Genotypic resistance tests for the management of the patient failing highly active antiretroviral therapy: the resistance pattern in different biological compartments.

Abstract

Single witness: HIV-1 drug resistance assays have been shown to be of value for guiding antiretroviral therapy (ART) decisions. Different tissues or body fluids in which HIV-1 can reside may contain viruses with distinct characteristics. HIV-1 variants with genotypic resistance markers are present in the male genital tract and evolve over time on incompletely suppressive ART. The magnitude of decline in the semen HIV-RNA level in with therapy is usually similar to the effect of treatment on the blood viral burden. Not all men on ART have complete suppression of HIV-1 replication in genital tract; thus, they may shed resistant HIV-1 strains. Failure of treatment to suppress HIV-RNA levels in the blood is common, resulting in the selection of resistant HIV-1 variants.

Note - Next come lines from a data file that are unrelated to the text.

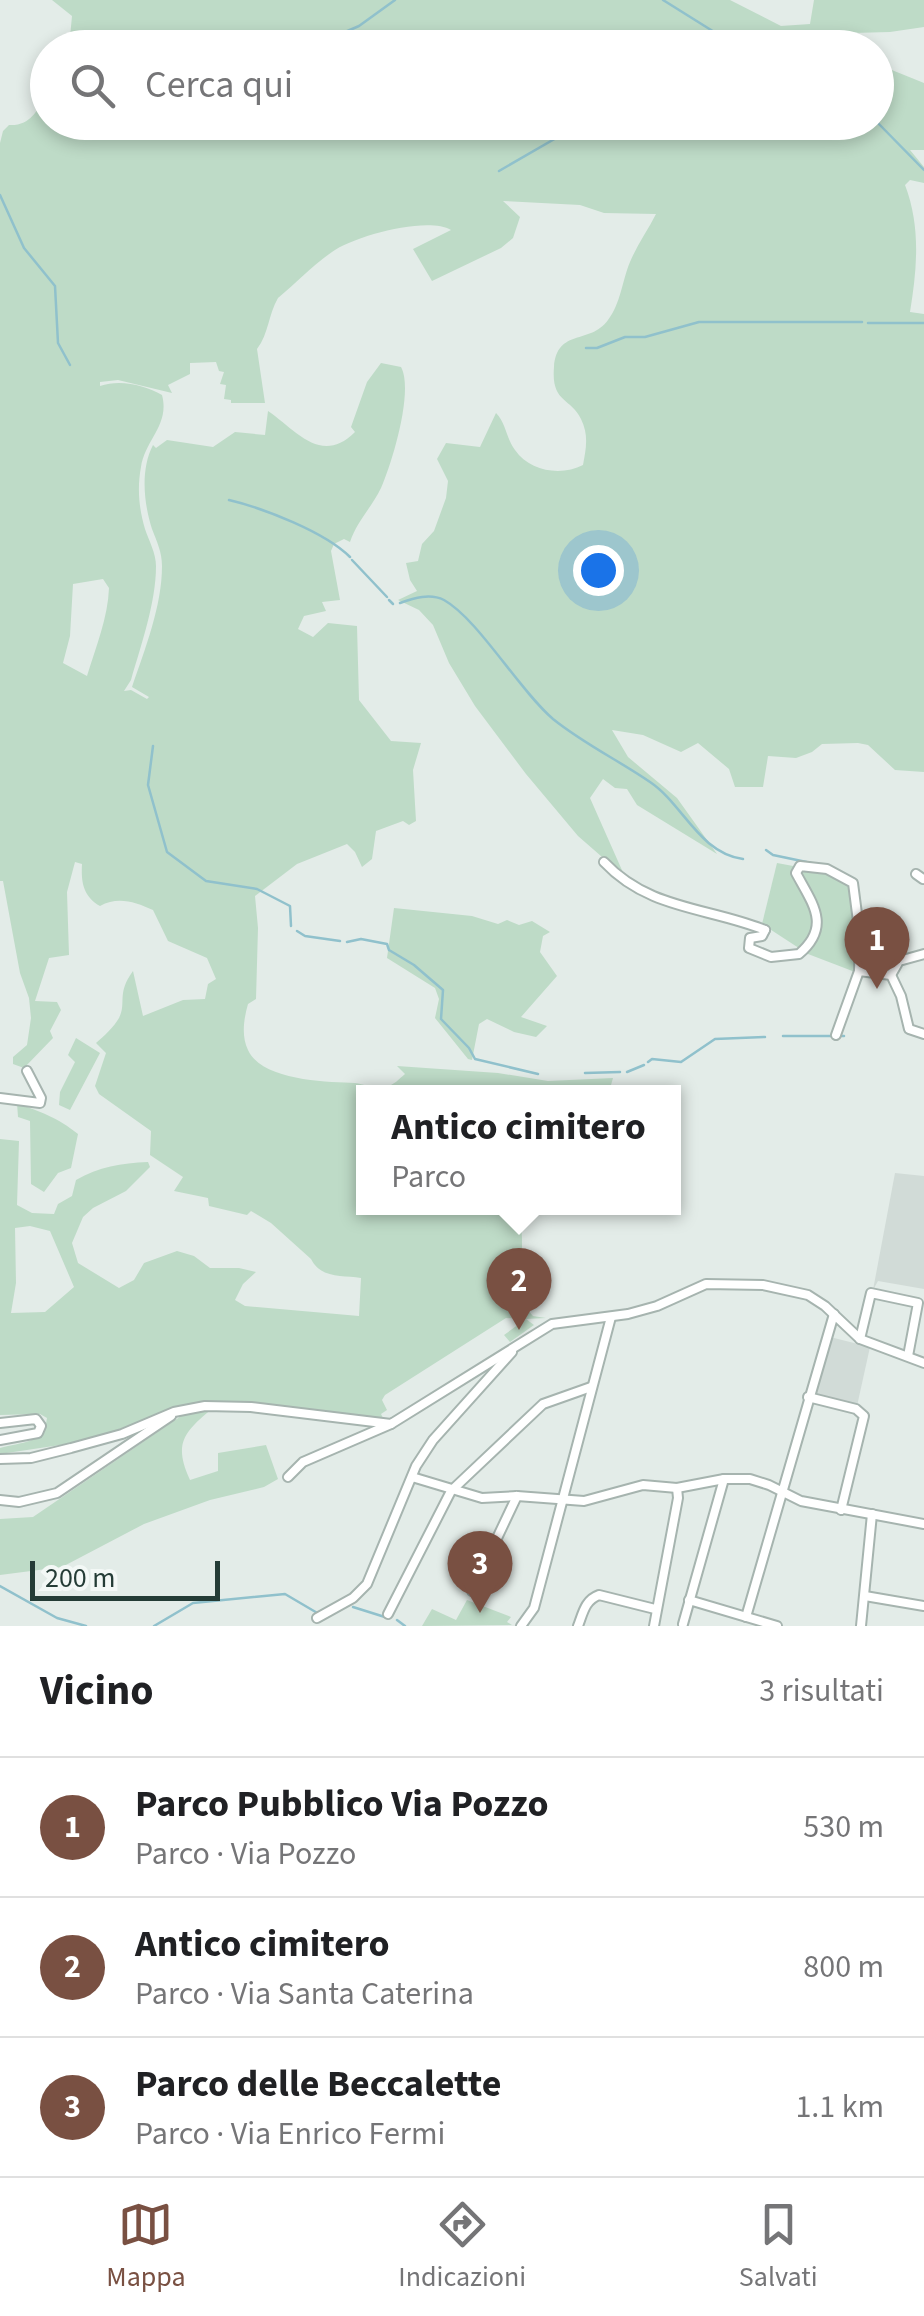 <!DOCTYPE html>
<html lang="it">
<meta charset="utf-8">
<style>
:root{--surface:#fff;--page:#f2f2f2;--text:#202124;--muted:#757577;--line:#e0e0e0;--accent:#795042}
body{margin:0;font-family:"Source Sans 3",sans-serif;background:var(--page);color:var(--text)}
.scale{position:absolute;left:30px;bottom:25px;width:190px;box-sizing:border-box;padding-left:10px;border:5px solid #243c36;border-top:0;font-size:28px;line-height:35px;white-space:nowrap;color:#243c36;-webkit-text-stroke:8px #f3f8f6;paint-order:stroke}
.you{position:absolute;left:598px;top:570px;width:35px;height:35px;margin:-25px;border:8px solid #fff;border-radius:50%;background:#1a73e8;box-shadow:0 0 0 15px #1a73e833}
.badge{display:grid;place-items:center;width:65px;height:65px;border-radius:50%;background:var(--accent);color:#fff;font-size:32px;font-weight:700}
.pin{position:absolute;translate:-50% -82px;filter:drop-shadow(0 2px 5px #0008)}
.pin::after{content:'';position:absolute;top:52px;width:35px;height:30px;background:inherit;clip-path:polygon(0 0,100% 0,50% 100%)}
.popup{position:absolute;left:356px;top:1085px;width:325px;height:130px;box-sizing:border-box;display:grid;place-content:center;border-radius:0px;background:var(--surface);filter:drop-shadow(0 2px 8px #0005);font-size:32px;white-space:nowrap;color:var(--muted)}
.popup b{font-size:38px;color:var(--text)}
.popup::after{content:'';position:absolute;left:50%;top:100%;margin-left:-20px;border:20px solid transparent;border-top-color:var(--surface)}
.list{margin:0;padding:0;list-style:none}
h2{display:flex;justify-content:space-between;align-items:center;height:130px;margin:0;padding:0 40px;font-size:42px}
h2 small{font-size:32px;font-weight:400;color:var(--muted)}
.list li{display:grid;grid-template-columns:65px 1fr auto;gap:30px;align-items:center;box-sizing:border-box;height:140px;padding:0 40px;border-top:2px solid var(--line)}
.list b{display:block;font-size:38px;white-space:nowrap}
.list p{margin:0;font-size:32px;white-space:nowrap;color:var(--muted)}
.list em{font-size:32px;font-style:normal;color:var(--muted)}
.icon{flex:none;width:55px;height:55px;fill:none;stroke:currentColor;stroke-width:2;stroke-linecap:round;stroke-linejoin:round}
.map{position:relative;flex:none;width:924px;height:1626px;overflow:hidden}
.search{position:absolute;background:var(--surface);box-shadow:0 5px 15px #0003;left:30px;right:30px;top:30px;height:110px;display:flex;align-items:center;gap:25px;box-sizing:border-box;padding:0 35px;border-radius:55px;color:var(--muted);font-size:38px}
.sheet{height:550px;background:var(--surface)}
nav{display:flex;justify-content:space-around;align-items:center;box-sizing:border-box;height:140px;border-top:2px solid var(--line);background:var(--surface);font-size:28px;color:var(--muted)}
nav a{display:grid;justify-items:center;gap:5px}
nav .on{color:var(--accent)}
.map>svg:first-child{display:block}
.built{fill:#d1dbd7}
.green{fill:#bedbc7;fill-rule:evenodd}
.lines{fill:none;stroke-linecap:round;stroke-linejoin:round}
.stream{stroke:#90c1cc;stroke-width:2.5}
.minor-casing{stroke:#a6b4af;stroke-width:12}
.minor{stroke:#fff;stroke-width:8}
</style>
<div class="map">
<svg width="924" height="1626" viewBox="0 0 924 1626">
<rect width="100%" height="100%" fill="#e3ece8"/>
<!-- built -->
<g class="built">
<polygon points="895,1173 924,1176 924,1289 878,1281 873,1290"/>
<polygon points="830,1337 870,1347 857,1406 814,1395"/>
</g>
<!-- green -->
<g class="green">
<polygon points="52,0 730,0 781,26 810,24 814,0 924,0 924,27 890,32 852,33 846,48 69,48 72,16"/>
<path d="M877 64 924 83V150H910L924 167V183L910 180 905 185C921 227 917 269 910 312L924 314V772L895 770 868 745 858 743 822 744 812 752 796 758 768 756 763 787H735L729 769 698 743 681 752 643 735 612 730 628 757 677 798 717 854 637 805 627 789 615 788 603 779 590 798 625 877 578 836 526 774 475 706 449 663 433 625 419 610 398 600 417 591 410 580 406 563 418 561 422 544 434 531 446 498 448 481 437 459 446 443 480 447 496 413C506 423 506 438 515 450 530 472 562 476 583 465 586 449 589 435 581 419 570 397 551 403 554 367 557 328 590 345 608 320 621 303 622 281 630 262 637 245 648 230 656 214L604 213 580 205 503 201 520 217 513 238 501 248 432 281 413 249 451 230C427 216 354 236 332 252 313 265 296 283 278 298 268 315 269 333 257 349L265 403H231V400L224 399 226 385 220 384 224 372 219 371 216 362 190 363V374L168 385 172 393 118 380 100 382V386C120 379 145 385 162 395 170 425 145 440 141 467 137 488 139 509 145 529 149 541 156 553 156 566 156 603 141 645 131 680L124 691 131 690 147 699 149 697 132 687C145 649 162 606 162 566 162 552 157 542 152 529 144 504 140 470 153 445L156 448 167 440 213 447 235 432 265 435 268 411C296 430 321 466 355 432L351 427 367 382 381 363 401 367C414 391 392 463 381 488 372 507 357 521 350 542L344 539 334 544 331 551 340 600 322 602 326 611 304 616 298 629 313 637 328 623 357 626 359 700 391 741 421 743 413 770 416 821 409 825 403 821 376 831 372 859 362 867 355 852 347 844 297 864 255 896 258 928 256 999 248 1004C244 1018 241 1036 248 1050 262 1081 327 1082 355 1083 366 1084 375 1091 386 1087 394 1085 399 1079 405 1074L397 1066 498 1073 548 1081 613 1078 609 1092H364V1208H515L521 1223 522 1238V1304L533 1316 546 1318 526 1319 534 1325 510 1342 504 1335 526 1319 506 1318 385 1395 382 1400 387 1410 381 1414 384 1420 304 1410 173 1409 87 1441 0 1454V1448C21 1442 44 1444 47 1418L40 1414 0 1415V1139L19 1141 17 1205 32 1213 54 1214 58 1204 72 1196 76 1180C99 1167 121 1163 148 1162L150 1167 126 1191 93 1208 83 1217 72 1243 78 1263 119 1288 134 1280 144 1263 177 1251 194 1256 210 1268H239L256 1272 243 1284 235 1300 245 1306 359 1316 361 1278C343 1275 321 1279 311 1259L271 1223 251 1211 247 1215 209 1206 208 1198 174 1191 183 1177 150 1155 151 1131 99 1094 95 1086 106 1053 96 1043C104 1036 114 1027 119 1018 127 1003 116 994 133 971L143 1016 183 1000 205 999 208 984 216 979 207 958 168 941 153 910C135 902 118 896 100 906 83 896 81 882 82 864L75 862 67 892 69 955 49 958 35 1001 57 1002 61 1010 50 1031 53 1038 24 1068 13 1064V1057L27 1045 31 1018 29 998 20 973 3 881H0V143L3 131 9 125C31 126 36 111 47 95L48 122H876ZM103 579 109 588C108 617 96 647 87 676L63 663 70 636 73 584ZM30 1226 50 1231 74 1287 45 1312 11 1313 16 1283 15 1228Z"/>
<polygon points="777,863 836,874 852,887 860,966 855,972 808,954 762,924"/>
<polygon points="394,908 472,916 498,924 507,920 519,925 532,921 550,932 543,936 540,952 557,976 521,1017 547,1026 536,1037 514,1032 487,1019 479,1024 472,1060 468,1059 435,1018 439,999 435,988 387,958"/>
<polygon points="76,1038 100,1053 70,1110 59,1105 60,1092 75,1062 68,1055"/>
<path d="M17 1103C40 1112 57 1117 78 1134L71 1168 58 1173 44 1192 31 1184 30 1121 18 1117Z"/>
<path d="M213 1408C184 1432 173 1443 190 1480L218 1471V1453L266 1445 278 1479 264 1487 210 1500 144 1524 62 1567 0 1575V1519L33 1517 184 1414Z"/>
<polygon points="467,1600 511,1617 507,1622 512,1625 422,1626 432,1609 456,1620"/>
</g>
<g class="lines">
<!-- stream -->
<g class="stream">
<polyline points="663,0 727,40 747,48"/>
<polyline points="308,48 359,26 395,0"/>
<polyline points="876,121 924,170"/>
<polyline points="499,171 570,130 609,122"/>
<polyline points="0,195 24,248 55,286 58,343 70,365"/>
<polyline points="868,323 924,323"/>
<polyline points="586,348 597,348 625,337 645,337 699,322 862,322"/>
<path d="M229 500C263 508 325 532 350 557"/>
<polyline points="352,560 387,597"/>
<polyline points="389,600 393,604"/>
<path d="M400 603C414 598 430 593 444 600 478 619 519 690 553 719 584 744 618 760 650 782 683 804 699 853 743 859"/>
<polyline points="153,746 148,785 167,852 206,881 257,889 290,906 291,926"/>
<polyline points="766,850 773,855 816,864"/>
<polyline points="297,931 305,936 340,941"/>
<polyline points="347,942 361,939 387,944 389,950 414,965 443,990 441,1019 469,1048 475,1059 538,1074"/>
<polyline points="783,1036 834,1036"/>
<polyline points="841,1036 844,1036"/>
<polyline points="648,1062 652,1059 681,1062 715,1039 765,1037"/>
<polyline points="627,1072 644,1065"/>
<polyline points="585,1073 620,1072"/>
<polyline points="0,1586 57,1618 86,1626"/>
<polyline points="353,1607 388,1618"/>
<polyline points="397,1620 405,1626"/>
<polyline points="154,1626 193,1603 285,1594 319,1614"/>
</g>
<defs>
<g id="minor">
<path d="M604 862C649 910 708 907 765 930"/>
<polyline points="916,874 923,879"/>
<path d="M765 930 762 936 750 938 749 948 771 957 799 954C832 926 812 903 796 873L800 866 827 869 853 883 860 937 859 971 836 1035"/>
<polyline points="859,971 891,975 901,996 909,1029 924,1034"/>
<polyline points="891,975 899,961 924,954"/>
<polyline points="0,1098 40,1103 41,1098 27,1071"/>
<polyline points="860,1339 871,1293 918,1303 908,1356"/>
<polyline points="808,1397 856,1409 864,1416 841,1510"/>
<polyline points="0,1423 36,1419 41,1426 38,1433 0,1440"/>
<polyline points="0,1459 31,1458 71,1448 122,1434 174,1412 205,1406 251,1407 391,1424 552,1324 628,1314 657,1306 706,1284 763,1285 808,1295 825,1306 860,1339 924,1363"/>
<polyline points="288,1477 303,1462 391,1424"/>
<polyline points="412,1477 482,1498 517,1496 584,1501 643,1485 677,1488 724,1479 750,1479 769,1485 801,1501 924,1524"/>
<polyline points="0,1500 19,1502 57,1493 171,1416"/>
<polyline points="472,1591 517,1496"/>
<polyline points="865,1596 924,1606"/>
<polyline points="689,1600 777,1626"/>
<polyline points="388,1614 451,1491 543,1404 591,1387"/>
<polyline points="746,1617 834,1314"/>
<polyline points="317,1618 353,1598 367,1584 416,1466 433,1440 512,1352"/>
<polyline points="683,1624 724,1479"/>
<polyline points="521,1626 534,1608 611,1317"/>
<path d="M578 1626C583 1613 585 1600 599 1595L655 1609"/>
<polyline points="654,1626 678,1498 677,1488"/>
<polyline points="861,1626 872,1514"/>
</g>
</defs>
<!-- minor casing -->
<use href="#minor" class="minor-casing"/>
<!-- minor -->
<use href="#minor" class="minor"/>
</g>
</svg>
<div class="scale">200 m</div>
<div class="you"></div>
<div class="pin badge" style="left:877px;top:989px">1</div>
<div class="pin badge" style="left:519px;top:1330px">2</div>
<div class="popup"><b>Antico cimitero</b>Parco</div>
<div class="pin badge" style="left:480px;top:1613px">3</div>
<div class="search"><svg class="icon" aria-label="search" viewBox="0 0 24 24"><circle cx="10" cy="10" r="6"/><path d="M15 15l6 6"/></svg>Cerca qui</div>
</div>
<section class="sheet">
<h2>Vicino<small>3 risultati</small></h2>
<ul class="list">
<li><span class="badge">1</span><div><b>Parco Pubblico Via Pozzo</b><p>Parco · Via Pozzo</p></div><em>530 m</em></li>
<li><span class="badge">2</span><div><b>Antico cimitero</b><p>Parco · Via Santa Caterina</p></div><em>800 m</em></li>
<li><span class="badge">3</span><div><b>Parco delle Beccalette</b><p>Parco · Via Enrico Fermi</p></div><em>1.1 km</em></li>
</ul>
</section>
<nav>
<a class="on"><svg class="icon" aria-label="map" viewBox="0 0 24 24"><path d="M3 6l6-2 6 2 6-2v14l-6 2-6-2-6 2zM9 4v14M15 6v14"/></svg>Mappa</a>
<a><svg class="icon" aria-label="directions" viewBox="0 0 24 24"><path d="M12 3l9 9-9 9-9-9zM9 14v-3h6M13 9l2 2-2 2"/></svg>Indicazioni</a>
<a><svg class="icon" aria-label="saved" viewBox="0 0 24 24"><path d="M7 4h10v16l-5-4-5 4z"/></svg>Salvati</a>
</nav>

Sexual transmission of resistant variants may have a negative impact on treatment outcome in newly infected individuals and on the spread of the diseases within a population. The use of rapid assessment of HIV resistance in plasma and semen may be useful in some situations, e.g. HIV transmitted infection by sexual contact from a viraemic patient. The recognition of resistant HIV isolates in the blood and semen of patients receiving ART leads to the question of the potential role of resistance testing. In many but not all infectious diseases, the choice of therapy is guided by sensitivity testing. Recent data suggest that testing the drug sensitivity of viral isolates from the blood can benefit patient management and response to therapy, albeit at considerable cost. However, since drug resistance may evolve independently in blood and semen, the public health benefits of such testing are unproven.